## What is being asked
For the listing below, count the lines that contain "lineWidth" and report only the number.

_ _ _ _

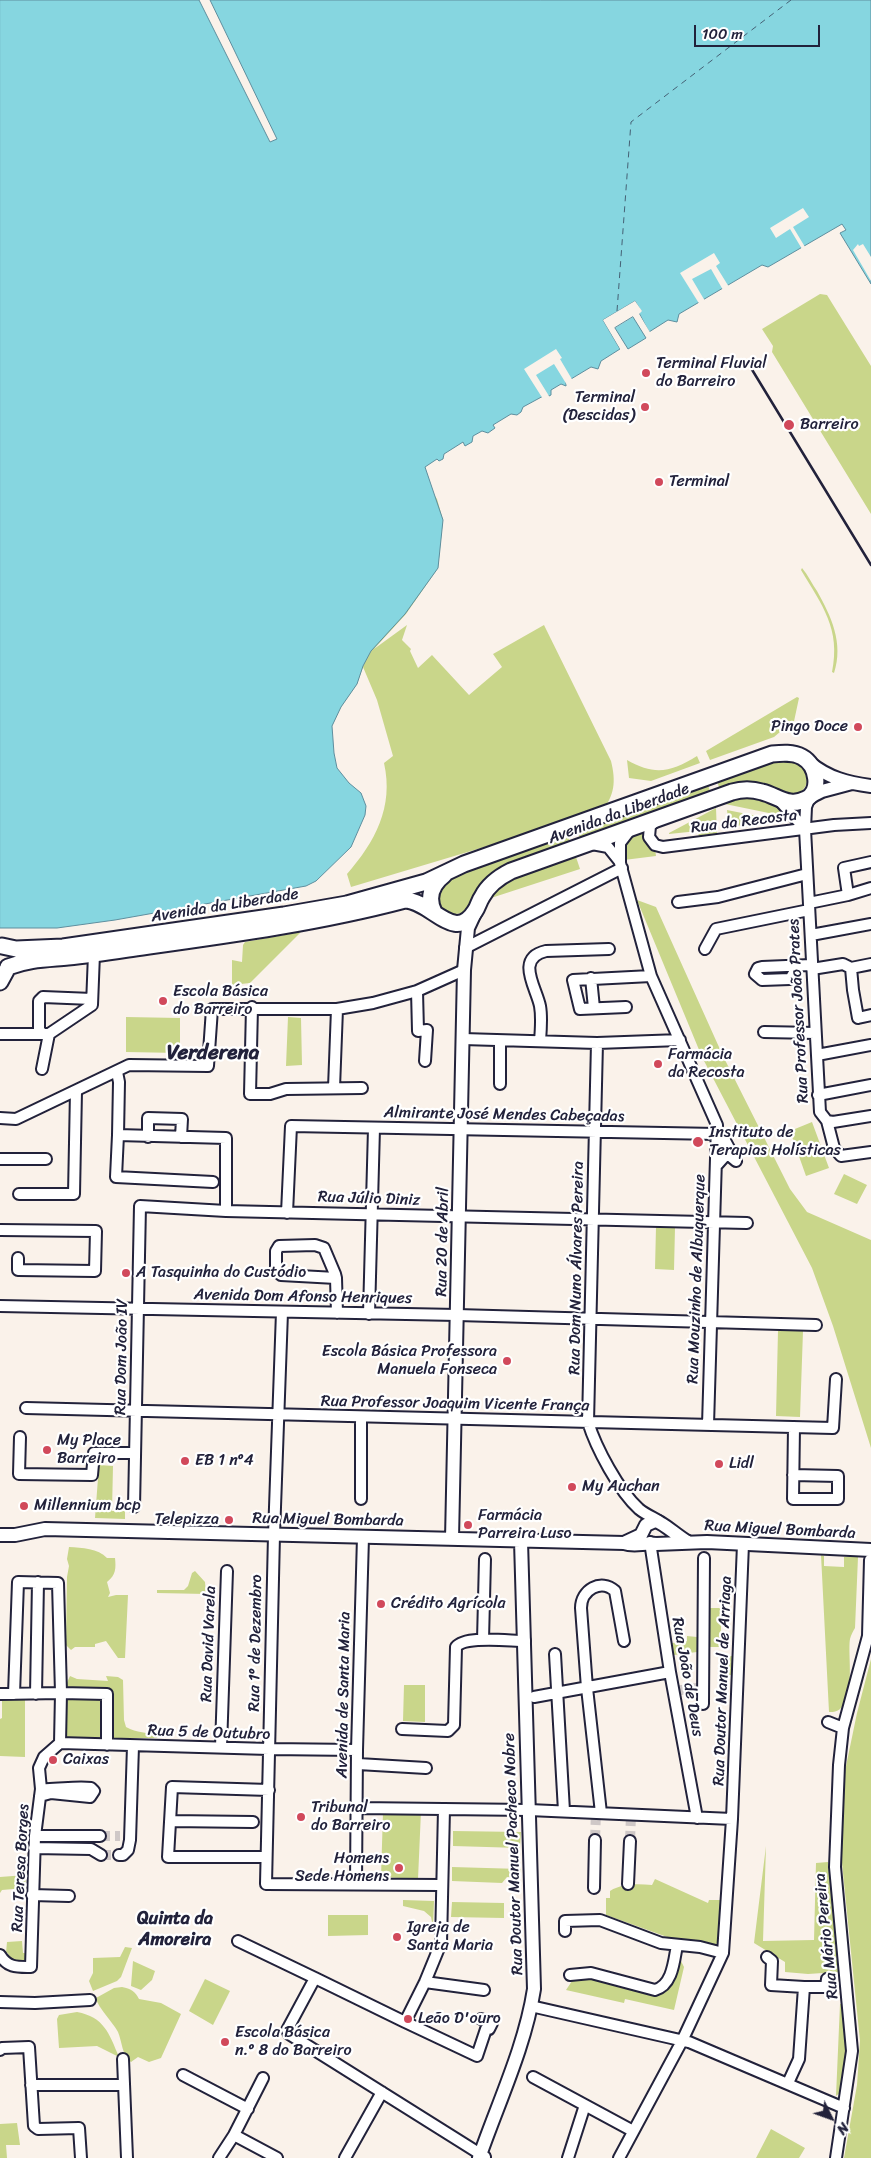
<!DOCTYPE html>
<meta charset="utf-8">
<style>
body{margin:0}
#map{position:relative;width:871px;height:2158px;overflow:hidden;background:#faf2ea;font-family:Sriracha,sans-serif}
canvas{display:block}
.north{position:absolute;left:806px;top:2093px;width:50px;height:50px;-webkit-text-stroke:4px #fff;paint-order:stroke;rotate:132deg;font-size:14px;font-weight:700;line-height:20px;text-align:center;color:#22223b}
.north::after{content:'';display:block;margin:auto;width:18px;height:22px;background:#22223b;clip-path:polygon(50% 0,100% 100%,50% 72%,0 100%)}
.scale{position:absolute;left:694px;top:25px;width:126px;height:22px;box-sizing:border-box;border:2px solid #22223b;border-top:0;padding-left:6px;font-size:15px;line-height:18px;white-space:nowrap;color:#22223b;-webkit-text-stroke:4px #fff;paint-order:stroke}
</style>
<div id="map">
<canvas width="871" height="2158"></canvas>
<div class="north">N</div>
<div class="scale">100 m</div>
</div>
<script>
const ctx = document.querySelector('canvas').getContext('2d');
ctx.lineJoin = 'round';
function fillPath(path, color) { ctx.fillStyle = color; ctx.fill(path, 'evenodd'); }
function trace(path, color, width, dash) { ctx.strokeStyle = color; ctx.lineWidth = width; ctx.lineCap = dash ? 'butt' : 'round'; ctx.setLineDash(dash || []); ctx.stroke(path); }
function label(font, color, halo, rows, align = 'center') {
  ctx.font = font + ' Sriracha,sans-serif'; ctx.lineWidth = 4.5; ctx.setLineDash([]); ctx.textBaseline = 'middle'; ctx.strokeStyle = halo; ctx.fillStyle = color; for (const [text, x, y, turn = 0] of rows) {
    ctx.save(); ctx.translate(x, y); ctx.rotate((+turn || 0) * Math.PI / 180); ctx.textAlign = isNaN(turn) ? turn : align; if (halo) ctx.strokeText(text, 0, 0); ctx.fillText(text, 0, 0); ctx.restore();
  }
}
fillPath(new Path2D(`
 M820,294l7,1 44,71v148l-99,-162 1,-6 -11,-17z
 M422,477l15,22 6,21 -5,48 -32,46 -32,35 33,-24 -5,15 9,9 -1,2 8,17 14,-13 37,40 33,-28 -9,-13 51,-29 67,136c5,20 4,35 -10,51l-250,75 -4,-13c28,-32 47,-67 37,-111l9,-7 -16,-56 -14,-33 -6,17 -16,23 -9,19z
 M802,568c6,7 10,16 15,23 14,25 27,52 17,82l-2,-1c9,-43 -10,-67 -31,-102z
 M797,697l2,1 -6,28 -7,1 -12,10 -64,23 -4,-9z
 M697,756l3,7 -49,18 -22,-3 -2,-18c28,16 44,12 70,-4z
 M775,760c6,0 14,0 20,2 17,6 16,27 0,33l-75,-5 -4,-12z
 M707,782l4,12 -130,47 -4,-12z
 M750,795l25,10 18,13 -68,-14 -1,-4z
 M716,808l1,27 -18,2 -1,-6 -29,3v-1z
 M727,810l45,9v2l-43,6z
 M646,828l9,21 1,7 -32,4 -2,-8 4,-13z
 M567,833l4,11 -63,23 -45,46 -15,2 -11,-10 2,-19 10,-9z
 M575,854l5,15 -92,30 17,-19z
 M637,900l19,7 67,149 67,133 17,23 64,28v208l-38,-122 -21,-58 -110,-211z
 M301,932l-51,51 -18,2v-25l10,2 1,-17 2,-3z
 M126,1017l54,1v35l-54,-1z
 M288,1017l13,1 1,47 -16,1z
 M812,1122l17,46 -23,8 -16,-45z
 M844,1174l23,11 -10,19 -23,-10z
 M656,1227l19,1 -1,42 -19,-1z
 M778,1331h25l-3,86 -24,-1z
 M99,1465l14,1 -1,45h13v8l-30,-1z
 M69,1547c13,1 29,1 38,11h8c1,10 1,17 -8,24l3,11 -2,4 8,-2h12l-3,63h-7l-12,-17 -11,3v3h-20l-4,3 -5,-5 1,-68 2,-11 -2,-7z
 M821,1555l3,1v10l20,1v-10h14l-3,71c-2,3 -4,7 -5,11 -3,18 9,75 -21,73z
 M195,1571l10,11 1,12 -49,-1v-3h27l4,-4 4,-13z
 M710,1608h12l-2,39h-11z
 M687,1636l10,1v15l-23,3 -2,-12 15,-2z
 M720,1656h13v19h-14z
 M871,1659v499h-27l13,-73 3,-44 -19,-188 4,-82 12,-58z
 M70,1676l7,3 31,2 -2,-5 12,1 5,3 1,40 2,7c11,6 21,5 32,9l-1,2h-45v-45l-5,-4h-43z
 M404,1685h21v37l-22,-1z
 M57,1696h48l-1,46 -48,-1z
 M2,1700h23v57l-25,-1v-37l2,-1z
 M421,1811l-3,68 -37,-2 2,-65z
 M453,1831l68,1 -1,16 -67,-2z
 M766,1846l-3,95 51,-1 2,-77 12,-1 10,110 -30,2 -23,-2v-10l-31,-19z
 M452,1867l69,2 -1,9 -13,-1 -5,6 -50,-2z
 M26,1875l-1,13 -23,2 -2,3v-16z
 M655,1879l53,24 1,-3h13l-1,36 -5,9 -4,1 -42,-8 -64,-23v-17h4v-7c13,-8 28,-7 42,-6z
 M403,1900l31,1 -1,26 -2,-10 -7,-6 -21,-5z
 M452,1902l52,1v15l-53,-1z
 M328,1915h40v20l-40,1z
 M22,1941l1,12h6l-3,10 -17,-2 -1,-8h-2l1,-11z
 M125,1947l7,1 -11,29 -4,4 -24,10 -4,-10 4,-8v-15l27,-1z
 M676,1960l5,1 3,6 -10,43 -49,-11 -1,4 -58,-13 8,-12h17l67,16 8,-4z
 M133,1961l22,10 -3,9 -11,10 -10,-4z
 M205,1979l25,12 -17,34 -24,-14z
 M122,1987c9,2 13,4 17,12l22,4 20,11 -20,44 -12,4 -11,-5 -7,5c-9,-6 -9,-21 -13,-30 -5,-10 -20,-24 -22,-34l18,-10z
 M840,2004h4l3,40 -6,48 -5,4z
 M77,2012c27,5 32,21 42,45l-22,-11 -38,2 -2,-29 2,-4z
 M17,2123l3,22h-14l1,13h-7v-34z
 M771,2129l34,19 -6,10h-43z`), '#c9d68a');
const water = new Path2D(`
 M0,0h199l71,142 7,-3 -67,-139h661v284l-31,-51 6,-3 -4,-6 -74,43 -6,-2 -83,49 -2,8 -9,-2 -19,12 -10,-19 2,-2 -6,-10 -32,19 17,29 -19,12 -3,8 -7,-2 -25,15v4l-5,-2 -10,6v5l-2,1 -2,-2 -24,13 -2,5 -4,3 -6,-1 -18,11 2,3 -7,5 -6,-2 -9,5 -1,6 -7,4 -2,-4 -19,12 -1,5 -4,2 -2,-2 -12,8 18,53 -5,48 -33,46 -34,37 -8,15 -6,18 -16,23 -9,19 2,27 3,15 12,15 12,10 5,13 -1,9 -14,32 -35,34 -10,5 -191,34 -58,8h-57z
 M633,317l13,21 -18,11 -13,-21z`);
fillPath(water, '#86d6e0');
trace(water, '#5e8e9e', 1);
fillPath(new Path2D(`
 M803,208l6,9 -16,10 12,20 -3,2 -12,-20 -14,9 -6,-10z
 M858,244l1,2 4,-2 8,13v24l-18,-31z
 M714,253l6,10 -4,3 13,21 -6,3 -12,-21 -19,10 13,22 -5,4 -20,-32z
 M635,301l7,10 -3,3 12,20 -4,-1 -11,-18 2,-4 -4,-7 -15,10 -13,7 16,27v4l-19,-32z
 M556,349l6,9 -2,1 13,22 -6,4 -13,-21 -18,11 13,21 -6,3 -19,-30z`), '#faf2ea');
trace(new Path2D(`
 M617,311l14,-189 160,-122`), '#456175', 1, [6, 5]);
trace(new Path2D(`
 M674,1691l29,-4
 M100,1836h20
 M595,1840l1,-27
 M630,1841l1,-26
 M101,1855h18`), '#cfc8c7', 10, [10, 5]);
const minor = new Path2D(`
 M810,797l-4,10 -1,22 15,283 7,9 7,27 7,8 30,-4
 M779,800l26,29
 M657,820l-7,6 -1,11 6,8 8,2 171,-22 37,-2
 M630,830l-10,13v20l31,113 66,149 -9,300
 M592,844l16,3 12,15
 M848,895l-4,-27 27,-6
 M678,902l40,-5 89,-23
 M809,903l39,-8 23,-7
 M811,935l60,-11
 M465,948l157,-80
 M705,949l11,-20 93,-19
 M871,964l-20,4 2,22 5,28 13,-3
 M798,966l-8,13 -28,1 -7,-6 3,-6 4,-1 49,-2
 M812,969l31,-5 8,4
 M591,978l3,30
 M417,991l1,40 9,-1 -2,31
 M252,1007l-2,87h20l16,-5 76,-1
 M626,1007l-46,2 -7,-29 78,-4
 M764,1032l51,1
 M0,1034h49l43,-29 2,-51
 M43,1034l-4,-4v-29l4,-4 49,2
 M463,1039l134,4 83,-3
 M500,1041v43
 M540,1041c1,-12 2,-24 0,-35 -4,-19 -25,-48 6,-55l63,-2
 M597,1043l-9,379c8,26 31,69 51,87 6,5 13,8 20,12
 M817,1055l54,-10
 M42,1069l7,-35
 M117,1072l2,10 -1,53
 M334,1088l3,-79
 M818,1095l53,-10
 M0,1118l16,1 113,-54 79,1 4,-57h125l36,-6 44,-12 47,-21
 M827,1121l6,1 38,-6
 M148,1137v-19l34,1 -1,18
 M0,1159h46
 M716,1166l9,-10h5l6,5 -13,-24 -6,-3
 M213,1182l-97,-5 2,-42 108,3v73
 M19,1194h55l2,-103
 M287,1213l4,-87 426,8
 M0,1230l96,1 -1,40 -77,-1v-12
 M336,1278l-55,-3 -5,-5v-19l3,-5 36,-1 9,3 11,26 1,4 1,35
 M0,1306l457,9 359,10
 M282,1312l-8,223 -8,349 175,1
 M369,1314l5,-186
 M26,1408l807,20 3,-49
 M20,1437l-1,37 73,1 2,-22h41
 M793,1475l45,1v23h-45l1,-72
 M361,1499v-82
 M134,1507l6,-301 86,5 521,12
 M650,1542l20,130 27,146
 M483,1640l2,-81
 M555,1654l9,157
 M0,1694l61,-1 46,1v51
 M14,1694l4,-112 40,1 3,110 -1,50
 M36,1694l2,-112
 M534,1697l136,-25
 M703,1704l1,-146
 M828,1722l15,6 -4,37 -4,102 17,184 -16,107
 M843,1728l25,-92 2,-76
 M402,1729l46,2 6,-6 2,-78c9,-12 53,-6 69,-6
 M60,1743l209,6 88,1
 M221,1747l6,-176
 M358,1764l68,4
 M40,1796l11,-3 39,4 4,-6 -3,-3c-17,-2 -33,2 -50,1
 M358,1808l171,2 203,9
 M444,1809l-3,134 -16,39 -20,40 -90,-44 -28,52 2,4 196,123
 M601,1813l-14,-125 -6,-80c0,-18 20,-30 34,-17l9,50
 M170,1821l83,1
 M35,1836h65
 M34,1848l57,1 10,6
 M119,1855h4l5,-5 2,-10 3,-94
 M266,1857h-98l4,-70 97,3
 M356,1883l1,-133 6,-213
 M628,1884l2,-43
 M594,1888l1,-48
 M32,1895l37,1
 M565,1931v-10l35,-1 61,23 39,4 23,6
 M238,1941l77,37
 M0,1955c8,13 17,12 31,12l4,-131 6,-47 -2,-21 5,-11 16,-14
 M767,1957l5,4 -1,24 33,2 -5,72 -11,24
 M570,1975l21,-2 64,17c18,-5 19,-30 22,-45
 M425,1982l59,8
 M804,1987h22l1,-8
 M0,2002l35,1 55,-3
 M531,2006l158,36 155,66
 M405,2022l72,34 9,-27h3l3,-6 -11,-4
 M0,2050l2,-2 27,-1 5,79 4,3 41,-1 2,30
 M123,2059l4,99
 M183,2075l65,34
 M533,2077l100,54
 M31,2085h92
 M234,2135l43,23
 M219,2158l15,-23 29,-57
 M345,2158l37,-66
 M568,2158l17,-53
 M619,2158l63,-117 41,-88 9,-134 11,-275`);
const tertiary = new Path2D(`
 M810,763c18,15 38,20 61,23
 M810,797l12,-6 30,-8
 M0,1535h15l30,-6 579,14c11,4 21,-1 32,1l51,-2 164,8
 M452,1539l12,-569 4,-42 7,-15
 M626,1542l15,-7 5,-10 9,-4c8,1 23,16 33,21
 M479,2158c19,-55 46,-111 55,-169l-13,-448`);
const secondary = new Path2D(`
 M434,912c-7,-14 -3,-27 10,-37
 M2,946l14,3 47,-2 221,-32 63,-11 79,-22 38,-18 308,-110c10,-1 21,-2 30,3 15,8 20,34 4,42 -17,9 -28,-3 -44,-7 -10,-3 -20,-3 -30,0l-221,79c-12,6 -23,14 -29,26 -3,4 -4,10 -7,14 -21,33 -43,-10 -70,-11 -91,24 -184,36 -277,49 -20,3 -40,6 -60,8 -21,2 -40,2 -60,10
 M0,982l6,-11`);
trace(minor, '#22223b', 14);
trace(tertiary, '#22223b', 16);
trace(secondary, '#22223b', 19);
trace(minor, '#fff', 10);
trace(tertiary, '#fff', 12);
trace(secondary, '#fff', 15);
trace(new Path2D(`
 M751,368l120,197`), '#22223b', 2.5);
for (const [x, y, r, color] of [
 [646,373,5,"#d1495b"],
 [645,407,5,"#d1495b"],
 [789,425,6,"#d1495b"],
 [659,482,5,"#d1495b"],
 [858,727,5,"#d1495b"],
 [163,1001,5,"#d1495b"],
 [658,1064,5,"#d1495b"],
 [698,1142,6,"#d1495b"],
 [126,1273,5,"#d1495b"],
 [507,1361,5,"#d1495b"],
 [47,1450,5,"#d1495b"],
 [185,1461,5,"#d1495b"],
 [719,1464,5,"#d1495b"],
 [572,1487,5,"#d1495b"],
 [24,1506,5,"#d1495b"],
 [229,1520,5,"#d1495b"],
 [468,1525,5,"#d1495b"],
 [381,1604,5,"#d1495b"],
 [53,1760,5,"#d1495b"],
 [301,1817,5,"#d1495b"],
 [399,1868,5,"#d1495b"],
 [397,1937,5,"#d1495b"],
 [408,2019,5,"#d1495b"],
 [225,2042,5,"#d1495b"]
]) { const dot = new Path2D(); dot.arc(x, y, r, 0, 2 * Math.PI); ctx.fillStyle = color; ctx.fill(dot); trace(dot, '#fff', 2); }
label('16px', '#22223b', '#fff', [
 ["Terminal Fluvial",656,364],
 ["do Barreiro",656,382],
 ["Terminal",635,398,"right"],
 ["(Descidas)",635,416,"right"],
 ["Barreiro",800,425],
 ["Terminal",669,482],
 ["Pingo Doce",848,727,"right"],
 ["Escola Básica",173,992],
 ["do Barreiro",173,1010],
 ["Farmácia",668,1055],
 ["da Recosta",668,1073],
 ["Instituto de",709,1133],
 ["Terapias Holísticas",709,1151],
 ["A Tasquinha do Custódio",136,1273],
 ["Escola Básica Professora",497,1352,"right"],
 ["Manuela Fonseca",497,1370,"right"],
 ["My Place",57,1441],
 ["Barreiro",57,1459],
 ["EB 1 nº4",195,1461],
 ["Lidl",729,1464],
 ["My Auchan",582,1487],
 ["Millennium bcp",34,1506],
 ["Farmácia",478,1516],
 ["Parreira Luso",478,1534],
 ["Telepizza",219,1520,"right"],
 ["Crédito Agrícola",391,1604],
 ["Caixas",63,1760],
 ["Tribunal",311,1808],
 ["do Barreiro",311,1826],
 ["Homens",389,1859,"right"],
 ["Sede Homens",389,1877,"right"],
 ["Igreja de",407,1928],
 ["Santa Maria",407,1946],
 ["Leão D'ouro",418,2019],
 ["Escola Básica",235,2033],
 ["n.º 8 do Barreiro",235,2051]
], 'left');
label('16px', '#22223b', '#fff', [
 ["Avenida da Liberdade",619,814,-20],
 ["Rua da Recosta",744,822,-7],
 ["Avenida da Liberdade",225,906,-9],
 ["Rua Professor João Prates",799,1011,-93],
 ["Almirante José Mendes Cabeçadas",504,1115,1],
 ["Rua Júlio Diniz",369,1199,2],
 ["Rua 20 de Abril",443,1242,-89],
 ["Rua Dom Nuno Álvares Pereira",577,1268,-89],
 ["Rua Mouzinho de Albuquerque",697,1279,-88],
 ["Avenida Dom Afonso Henriques",303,1297,1],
 ["Rua Dom João IV",122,1357,-89],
 ["Rua Professor Joaquim Vicente França",455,1404,1],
 ["Rua Miguel Bombarda",328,1520,1],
 ["Rua Miguel Bombarda",780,1530,3],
 ["Rua 1º de Dezembro",256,1643,-89],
 ["Rua David Varela",209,1644,-88],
 ["Rua João de Deus",687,1677,80],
 ["Rua Doutor Manuel de Arriaga",723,1681,-88],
 ["Avenida de Santa Maria",344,1695,-89],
 ["Rua 5 de Outubro",209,1733,2],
 ["Rua Doutor Manuel Pacheco Nobre",514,1854,-92],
 ["Rua Teresa Borges",21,1868,-87],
 ["Rua Mário Pereira",827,1936,-96]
]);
label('bold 18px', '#22223b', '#fff', [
 ["Quinta da",175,1919],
 ["Amoreira",175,1940]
]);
label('bold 21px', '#22223b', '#fff', [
 ["Verderena",213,1054]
]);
</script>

_ _ _ _

## Task response
2